▶ [Your assignment] Find the line holding "0,176px 0,181px 29px,153px" in the entries below. Give it again exactly, along with every line after it up to and including the line holding "255px,456px 274px,438px 291px,420px".
—————
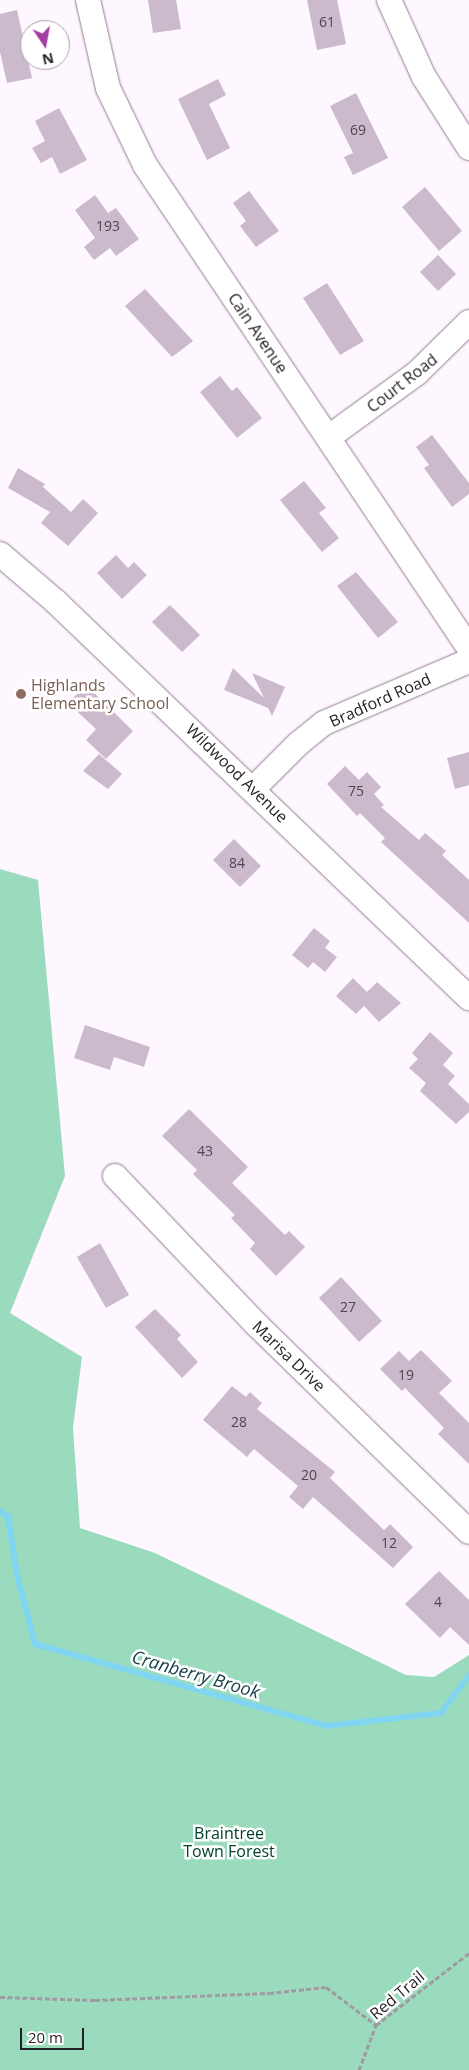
<!DOCTYPE html>
<style>
body{margin:0}
#map{position:relative;width:469px;height:2070px;overflow:hidden;background:#fff7ff;font-family:"Open Sans",sans-serif}
div>[style]{position:absolute}
.green>*{inset:0;background:#9bdbbd}
.stream>*{height:6px;margin:-3px;padding:0 3px;transform-origin:3px;border-radius:3px;background:#80d5f1}
.building>*{inset:0;background:#cbb9cc}
.path>*{height:3px;margin-top:-1.5px;transform-origin:0;background:repeating-linear-gradient(90deg,#a099a0 0 5px,transparent 0 7.5px)}
.roads{filter:drop-shadow(0 0 1px #907f90) drop-shadow(0 0 1px #907f90)}
.minor>*{height:24px;margin:-12px;padding:0 12px;transform-origin:12px;border-radius:12px;background:#fff}
.dots>*{width:14px;height:14px;translate:-50% -50%;box-sizing:border-box;border:2px solid #fff;border-radius:50%}
span{translate:-50% -50%;white-space:nowrap;text-align:center;line-height:1.15;-webkit-text-stroke:5px #fff;paint-order:stroke}
.number-label{font-size:14px;color:#4e4650}
.number-label span{-webkit-text-stroke-width:0}
.street-label{font-size:16px;color:#251f26}
.education-label{font-size:16px;color:#785e54}
.left{translate:0 -50%;text-align:left}
.park-label{font-size:16px;color:#00422c}
.water-label{font-size:18px;color:#153c48;font-style:italic}
.north{position:absolute;left:20px;top:20px;width:50px;height:50px;box-sizing:border-box;background:#fff;border:1px solid #a8a5a8;border-radius:50%;rotate:168deg;font-size:14px;font-weight:700;line-height:20px;text-align:center;color:#251f26}
.north::after{content:'';display:block;margin:auto;width:18px;height:22px;background:#a23ea4;clip-path:polygon(50% 0,100% 100%,50% 72%,0 100%)}
.scale{position:absolute;left:20px;top:2028px;width:64px;height:22px;box-sizing:border-box;border:2px solid #251f26;border-top:0;padding-left:6px;font-size:15px;line-height:18px;white-space:nowrap;color:#251f26;-webkit-text-stroke:4px #fff;paint-order:stroke}
</style>
<div id="map">
<div class="green">
<i style="clip-path:polygon(0 869px,38px 880px,65px 1176px,10px 1313px,82px 1357px,73px 1428px,80px 1528px,155px 1553px,406px 1675px,434px 1677px,469px 1655px,469px 2070px,0 2070px)"></i>
</div>
<div class="stream">
<i style="left:0;top:1511px;width:10px;rotate:37deg"></i>
<i style="left:8px;top:1517px;width:59px;rotate:81.2deg"></i>
<i style="left:17px;top:1575px;width:71px;rotate:75.4deg"></i>
<i style="left:35px;top:1644px;width:302px;rotate:15.7deg"></i>
<i style="left:326px;top:1726px;width:116px;rotate:-6.4deg"></i>
<i style="left:441px;top:1713px;width:47px;rotate:-53.6deg"></i>
</div>
<div class="building">
<i style="clip-path:polygon(148px 0,176px 0,181px 29px,153px 33px)"></i>
<i style="clip-path:polygon(307px 0,337px 0,346px 44px,317px 50px)"></i>
<i style="clip-path:polygon(17px 10px,32px 78px,7px 83px,0 52px,0 14px)"></i>
<i style="clip-path:polygon(218px 79px,226px 95px,209px 104px,230px 148px,207px 160px,178px 99px)"></i>
<i style="clip-path:polygon(356px 93px,388px 158px,353px 175px,344px 157px,353px 153px,330px 106px)"></i>
<i style="clip-path:polygon(59px 108px,87px 160px,60px 174px,52px 157px,41px 163px,32px 148px,45px 141px,35px 121px)"></i>
<i style="clip-path:polygon(425px 187px,462px 231px,439px 251px,402px 207px)"></i>
<i style="clip-path:polygon(249px 191px,279px 231px,256px 247px,240px 226px,246px 221px,233px 203px)"></i>
<i style="clip-path:polygon(95px 195px,108px 213px,116px 208px,139px 239px,116px 256px,110px 248px,94px 260px,84px 247px,95px 238px,75px 210px)"></i>
<i style="clip-path:polygon(438px 255px,456px 274px,438px 291px,420px 272px)"></i>
<i style="clip-path:polygon(327px 283px,364px 341px,340px 355px,303px 298px)"></i>
<i style="clip-path:polygon(145px 289px,193px 341px,172px 357px,125px 306px)"></i>
<i style="clip-path:polygon(220px 376px,232px 391px,237px 387px,262px 418px,237px 438px,200px 392px)"></i>
<i style="clip-path:polygon(432px 435px,469px 483px,469px 494px,452px 507px,424px 468px,429px 465px,416px 447px)"></i>
<i style="clip-path:polygon(18px 468px,45px 484px,43px 487px,71px 512px,83px 499px,98px 513px,68px 546px,41px 523px,50px 512px,8px 488px)"></i>
<i style="clip-path:polygon(304px 481px,326px 508px,319px 513px,339px 538px,322px 552px,280px 500px)"></i>
<i style="clip-path:polygon(116px 555px,128px 568px,134px 562px,147px 575px,122px 599px,97px 573px)"></i>
<i style="clip-path:polygon(356px 572px,398px 622px,378px 638px,337px 586px)"></i>
<i style="clip-path:polygon(170px 605px,200px 635px,182px 652px,152px 622px)"></i>
<i style="clip-path:polygon(233px 668px,264px 698px,252px 673px,285px 687px,272px 716px,268px 708px,224px 690px)"></i>
<i style="clip-path:polygon(86px 685px,133px 731px,106px 759px,86px 740px,96px 729px,68px 703px)"></i>
<i style="clip-path:polygon(469px 752px,469px 785px,455px 789px,447px 758px)"></i>
<i style="clip-path:polygon(99px 754px,122px 774px,108px 789px,83px 771px)"></i>
<i style="clip-path:polygon(345px 766px,359px 780px,367px 772px,381px 787px,374px 794px,384px 805px,381px 807px,419px 840px,425px 833px,446px 851px,442px 855px,469px 880px,469px 923px,381px 842px,385px 838px,360px 813px,357px 816px,327px 784px)"></i>
<i style="clip-path:polygon(234px 839px,261px 866px,240px 887px,213px 860px)"></i>
<i style="clip-path:polygon(314px 928px,330px 941px,325px 948px,337px 957px,325px 972px,313px 962px,308px 968px,292px 955px)"></i>
<i style="clip-path:polygon(353px 978px,367px 992px,377px 982px,401px 1003px,379px 1022px,364px 1006px,356px 1014px,336px 996px)"></i>
<i style="clip-path:polygon(85px 1025px,150px 1047px,144px 1067px,114px 1057px,110px 1070px,74px 1058px)"></i>
<i style="clip-path:polygon(430px 1032px,453px 1053px,443px 1065px,455px 1076px,448px 1084px,469px 1104px,469px 1112px,456px 1124px,420px 1091px,426px 1083px,409px 1068px,418px 1059px,412px 1053px)"></i>
<i style="clip-path:polygon(189px 1109px,248px 1167px,232px 1183px,285px 1235px,289px 1231px,305px 1247px,276px 1276px,250px 1249px,255px 1243px,231px 1218px,235px 1215px,193px 1174px,197px 1170px,162px 1136px)"></i>
<i style="clip-path:polygon(100px 1243px,129px 1295px,106px 1308px,77px 1257px)"></i>
<i style="clip-path:polygon(341px 1277px,382px 1321px,359px 1342px,319px 1298px)"></i>
<i style="clip-path:polygon(155px 1309px,181px 1335px,177px 1339px,198px 1362px,182px 1378px,135px 1327px)"></i>
<i style="clip-path:polygon(421px 1350px,452px 1381px,439px 1393px,469px 1423px,469px 1464px,438px 1434px,444px 1428px,405px 1388px,402px 1391px,380px 1369px,399px 1351px,409px 1361px)"></i>
<i style="clip-path:polygon(232px 1386px,246px 1397px,250px 1392px,262px 1403px,257px 1409px,335px 1472px,330px 1478px,384px 1530px,390px 1524px,413px 1547px,393px 1568px,313px 1497px,303px 1509px,289px 1497px,298px 1486px,254px 1449px,247px 1457px,203px 1420px)"></i>
<i style="clip-path:polygon(439px 1571px,469px 1600px,469px 1645px,450px 1627px,440px 1638px,405px 1604px)"></i>
</div>
<div class="path">
<i style="left:0;top:1997px;width:95px;rotate:1.8deg"></i>
<i style="left:95px;top:2000px;width:174px;rotate:-2.3deg"></i>
<i style="left:269px;top:1993px;width:57px;rotate:-6deg"></i>
<i style="left:326px;top:1987px;width:63px;rotate:37.2deg"></i>
<i style="left:359px;top:2070px;width:48px;rotate:-69.3deg"></i>
<i style="left:376px;top:2025px;width:118px;rotate:-37.7deg"></i>
</div>
<div class="roads">
<div class="minor">
<i style="left:88px;top:0;width:90px;rotate:77.2deg"></i>
<i style="left:108px;top:88px;width:85px;rotate:64.3deg"></i>
<i style="left:145px;top:165px;width:582px;rotate:56.15deg"></i>
<i style="left:389px;top:0;width:85px;rotate:65.6deg"></i>
<i style="left:424px;top:77px;width:84px;rotate:57.6deg"></i>
<i style="left:329px;top:437px;width:109px;rotate:-36deg"></i>
<i style="left:417px;top:373px;width:73px;rotate:-44.4deg"></i>
<i style="left:0;top:554px;width:72px;rotate:40.5deg"></i>
<i style="left:55px;top:601px;width:574px;rotate:43.8deg"></i>
<i style="left:253px;top:789px;width:64px;rotate:-45deg"></i>
<i style="left:298px;top:744px;width:33px;rotate:-39deg"></i>
<i style="left:324px;top:723px;width:158px;rotate:-23.2deg"></i>
<i style="left:115px;top:1176px;width:206px;rotate:46.4deg"></i>
<i style="left:257px;top:1325px;width:296px;rotate:44.3deg"></i>
</div>
</div>
<div class="dots">
<i style="left:21px;top:694px;background:#8d6e63"></i>
</div>
<div class="number-label">
<span style="left:327px;top:22px">61</span>
<span style="left:358px;top:130px">69</span>
<span style="left:108px;top:226px">193</span>
<span style="left:356px;top:791px">75</span>
<span style="left:237px;top:863px">84</span>
<span style="left:205px;top:1151px">43</span>
<span style="left:348px;top:1307px">27</span>
<span style="left:406px;top:1375px">19</span>
<span style="left:239px;top:1422px">28</span>
<span style="left:309px;top:1475px">20</span>
<span style="left:389px;top:1543px">12</span>
<span style="left:438px;top:1602px">4</span>
</div>
<div class="street-label">
<span style="left:258px;top:333px;rotate:56deg">Cain Avenue</span>
<span style="left:402px;top:383px;rotate:-38deg">Court Road</span>
<span style="left:380px;top:700px;rotate:-24deg">Bradford Road</span>
<span style="left:237px;top:773px;rotate:44deg">Wildwood Avenue</span>
<span style="left:289px;top:1356px;rotate:44deg">Marisa Drive</span>
<span style="left:397px;top:1995px;rotate:-40deg">Red Trail</span>
</div>
<div class="education-label">
<span class="left" style="left:31px;top:694px">Highlands<br>Elementary School</span>
</div>
<div class="park-label">
<span style="left:229px;top:1842px">Braintree<br>Town Forest</span>
</div>
<div class="water-label">
<span style="left:196px;top:1674px;rotate:16deg">Cranberry Brook</span>
</div>
<div class="north">N</div>
<div class="scale">20 m</div>
</div>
—————
▶ [Exercise solution]
<i style="clip-path:polygon(148px 0,176px 0,181px 29px,153px 33px)"></i>
<i style="clip-path:polygon(307px 0,337px 0,346px 44px,317px 50px)"></i>
<i style="clip-path:polygon(17px 10px,32px 78px,7px 83px,0 52px,0 14px)"></i>
<i style="clip-path:polygon(218px 79px,226px 95px,209px 104px,230px 148px,207px 160px,178px 99px)"></i>
<i style="clip-path:polygon(356px 93px,388px 158px,353px 175px,344px 157px,353px 153px,330px 106px)"></i>
<i style="clip-path:polygon(59px 108px,87px 160px,60px 174px,52px 157px,41px 163px,32px 148px,45px 141px,35px 121px)"></i>
<i style="clip-path:polygon(425px 187px,462px 231px,439px 251px,402px 207px)"></i>
<i style="clip-path:polygon(249px 191px,279px 231px,256px 247px,240px 226px,246px 221px,233px 203px)"></i>
<i style="clip-path:polygon(95px 195px,108px 213px,116px 208px,139px 239px,116px 256px,110px 248px,94px 260px,84px 247px,95px 238px,75px 210px)"></i>
<i style="clip-path:polygon(438px 255px,456px 274px,438px 291px,420px 272px)"></i>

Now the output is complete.